Segment Open

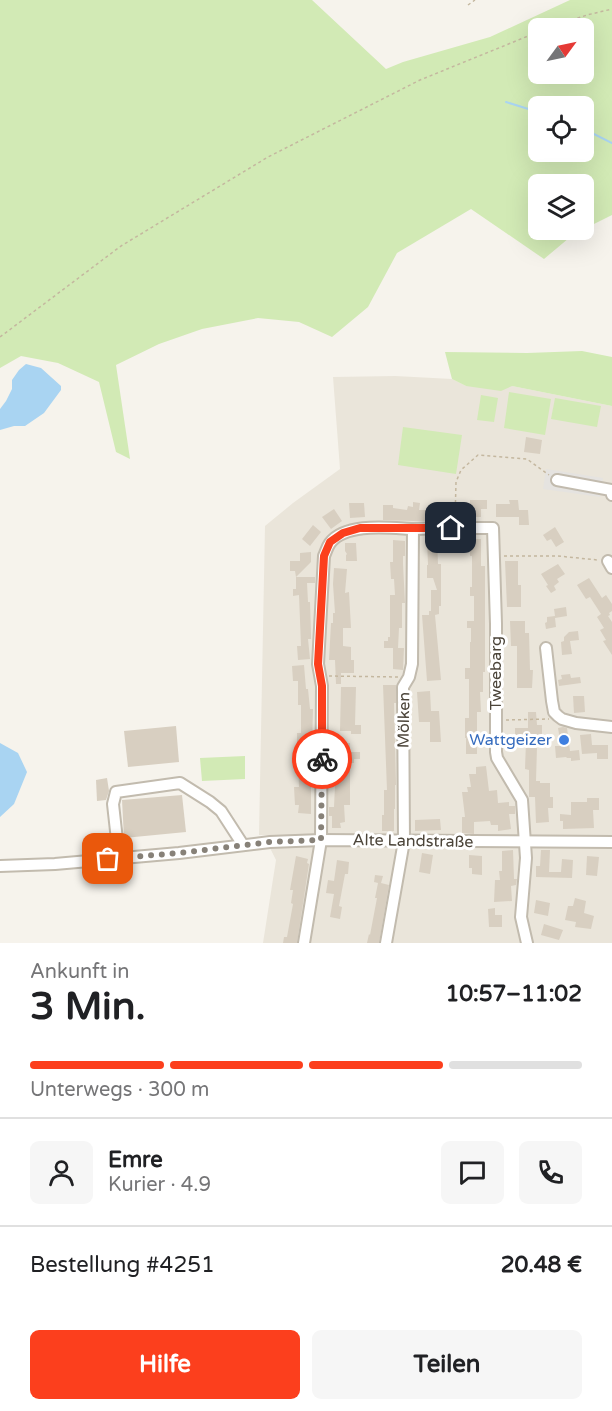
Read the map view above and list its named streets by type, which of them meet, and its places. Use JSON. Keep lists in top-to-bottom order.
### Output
{
  "streets": {
    "street": ["Tweebarg", "Mölken", "Alte Landstraße"]
  },
  "crossings": [
    ["Tweebarg", "Alte Landstraße"],
    ["Mölken", "Alte Landstraße"]
  ],
  "places": ["Wattgeizer"],
  "north": "top right",
  "page": {
    "heading": ["3 Min.", "Ankunft in", "10:57–11:02"],
    "panel": [
      "Emre",
      "Kurier · 4.9",
      "Bestellung #4251",
      "20.48 €"
    ],
    "bar": "Unterwegs · 300 m",
    "buttons": ["Hilfe", "Teilen"]
  }
}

Segment Closed

### What is expected
What is needed is every entry above, repeated exactly, with the pictures dropped.

### Response to the exercise
Read the map view above and list its named streets by type, which of them meet, and its places. Use JSON. Keep lists in top-to-bottom order.
### Output
{
  "streets": {
    "street": ["Tweebarg", "Mölken", "Alte Landstraße"]
  },
  "crossings": [
    ["Tweebarg", "Alte Landstraße"],
    ["Mölken", "Alte Landstraße"]
  ],
  "places": ["Wattgeizer"],
  "north": "top right",
  "page": {
    "heading": ["3 Min.", "Ankunft in", "10:57–11:02"],
    "panel": [
      "Emre",
      "Kurier · 4.9",
      "Bestellung #4251",
      "20.48 €"
    ],
    "bar": "Unterwegs · 300 m",
    "buttons": ["Hilfe", "Teilen"]
  }
}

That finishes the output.